Omit the pictures. Print each entry below exactly.
──────── RECORDS FOR THIS TASK
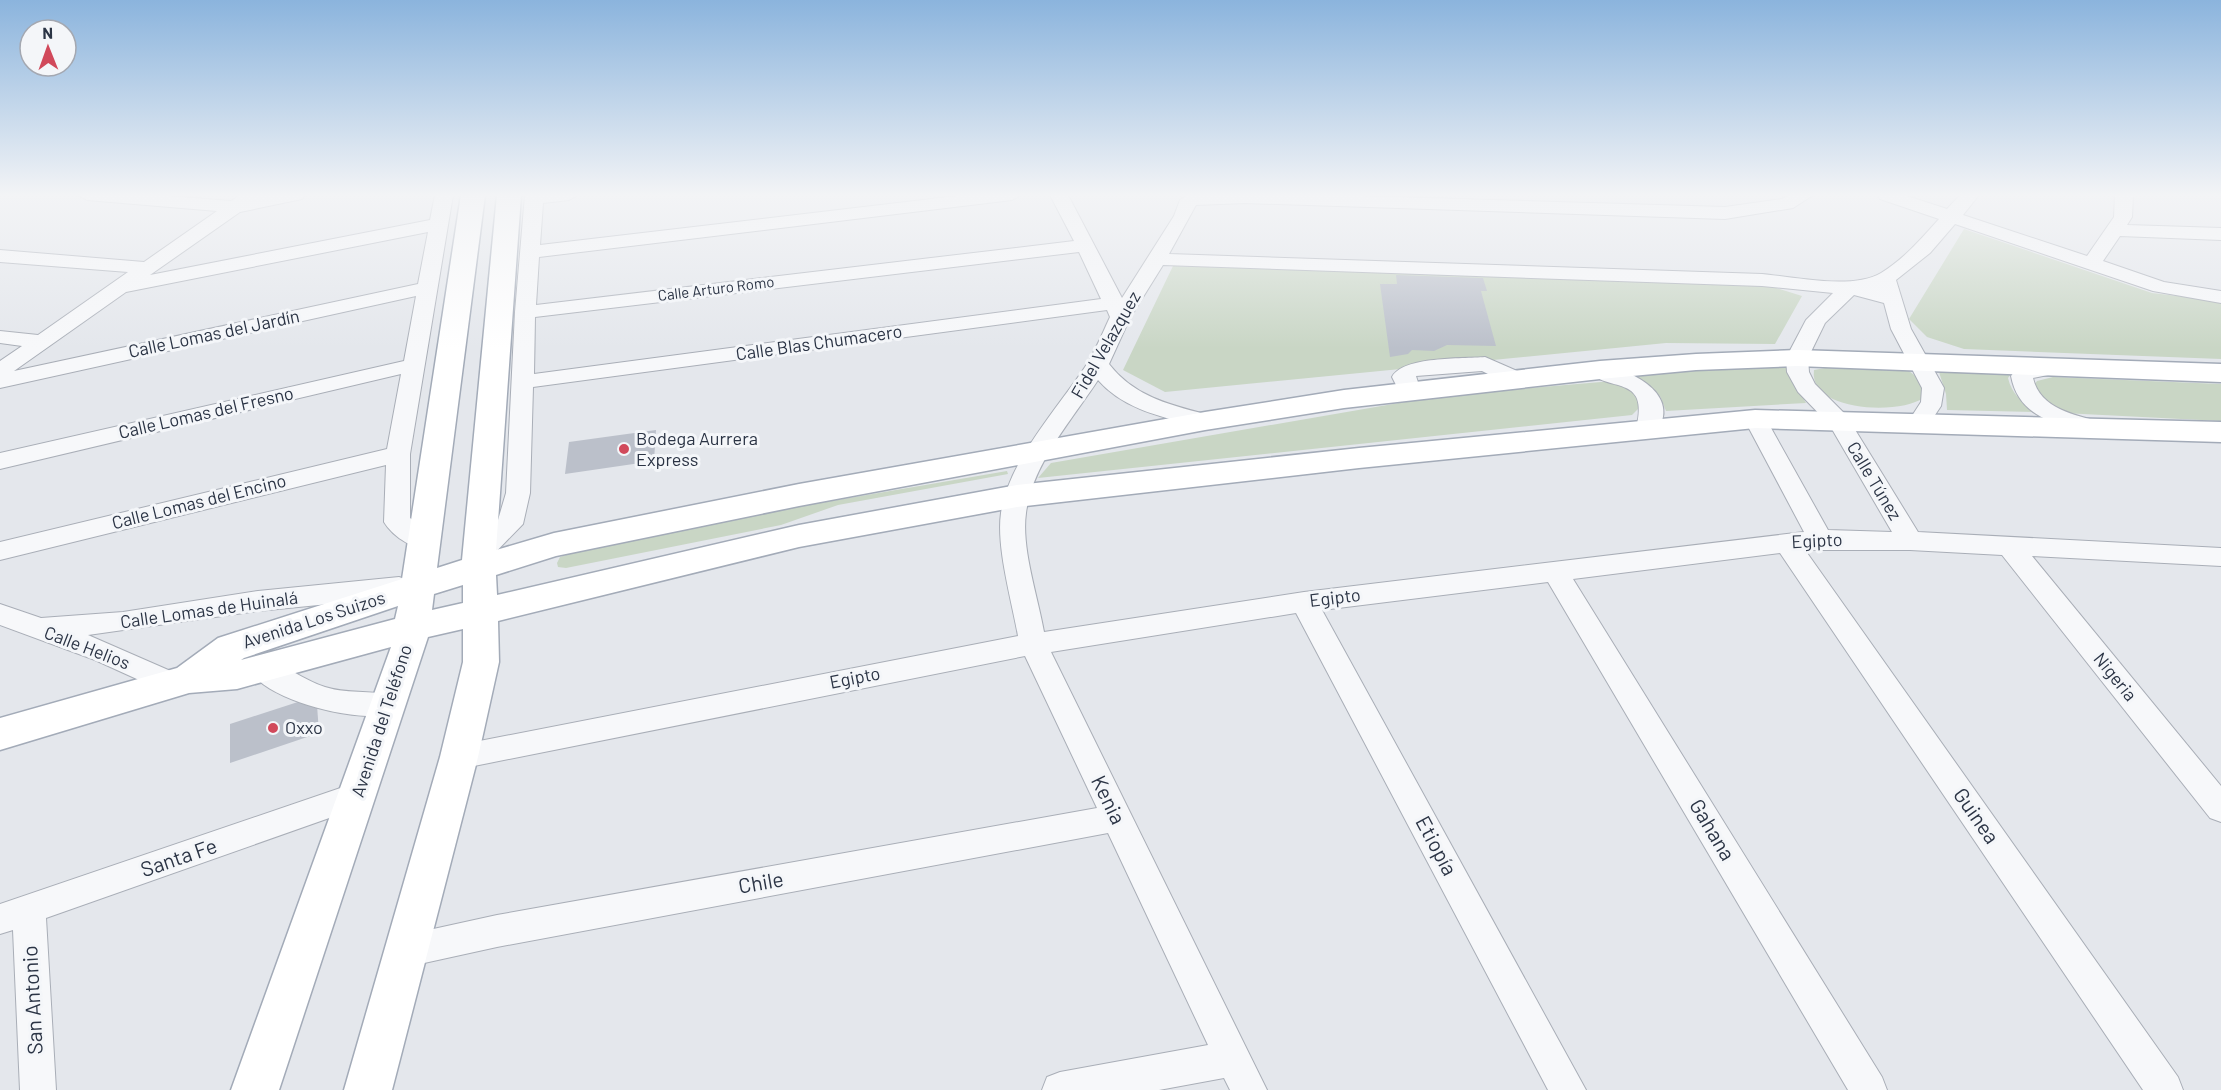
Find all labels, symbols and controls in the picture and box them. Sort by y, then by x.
north arrow [18,18,78,78]
text: N [42,23,53,42]
street label: Calle Arturo Romo [657,272,775,304]
street label: Fidel Velazquez [1066,287,1145,402]
street label: Calle Lomas del Jardín [126,304,301,362]
street label: Calle Blas Chumacero [734,319,904,365]
street label: Calle Lomas del Fresno [116,381,295,443]
place label: Bodega Aurrera Express [636,427,758,470]
street label: Calle Túnez [1843,437,1907,524]
marker: Bodega Aurrera Express [617,442,631,456]
street label: Calle Lomas del Encino [109,469,288,533]
street label: Egipto [1791,528,1843,552]
street label: Egipto [1308,583,1362,611]
street label: Calle Lomas de Huinalá [119,586,299,632]
street label: Avenida Los Suizos [240,586,388,652]
street label: Calle Helios [41,621,133,673]
street label: Avenida del Teléfono [346,642,416,800]
street label: Nigeria [2090,648,2142,705]
street label: Egipto [828,661,882,693]
place label: Oxxo [285,716,323,738]
marker: Oxxo [266,721,280,735]
street label: Kenia [1087,771,1132,828]
street label: Guinea [1949,782,2005,848]
street label: Gahana [1685,794,1741,865]
street label: Etiopía [1411,811,1463,879]
street label: Santa Fe [137,832,220,881]
street label: Chile [736,865,785,898]
street label: San Antonio [16,945,47,1055]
────────────────
**ANSWER TO THIS PROBLEM**
Find all labels, symbols and controls in the picture and box them. Sort by y, then by x.
north arrow [18,18,78,78]
text: N [42,23,53,42]
street label: Calle Arturo Romo [657,272,775,304]
street label: Fidel Velazquez [1066,287,1145,402]
street label: Calle Lomas del Jardín [126,304,301,362]
street label: Calle Blas Chumacero [734,319,904,365]
street label: Calle Lomas del Fresno [116,381,295,443]
place label: Bodega Aurrera Express [636,427,758,470]
street label: Calle Túnez [1843,437,1907,524]
marker: Bodega Aurrera Express [617,442,631,456]
street label: Calle Lomas del Encino [109,469,288,533]
street label: Egipto [1791,528,1843,552]
street label: Egipto [1308,583,1362,611]
street label: Calle Lomas de Huinalá [119,586,299,632]
street label: Avenida Los Suizos [240,586,388,652]
street label: Calle Helios [41,621,133,673]
street label: Avenida del Teléfono [346,642,416,800]
street label: Nigeria [2090,648,2142,705]
street label: Egipto [828,661,882,693]
place label: Oxxo [285,716,323,738]
marker: Oxxo [266,721,280,735]
street label: Kenia [1087,771,1132,828]
street label: Guinea [1949,782,2005,848]
street label: Gahana [1685,794,1741,865]
street label: Etiopía [1411,811,1463,879]
street label: Santa Fe [137,832,220,881]
street label: Chile [736,865,785,898]
street label: San Antonio [16,945,47,1055]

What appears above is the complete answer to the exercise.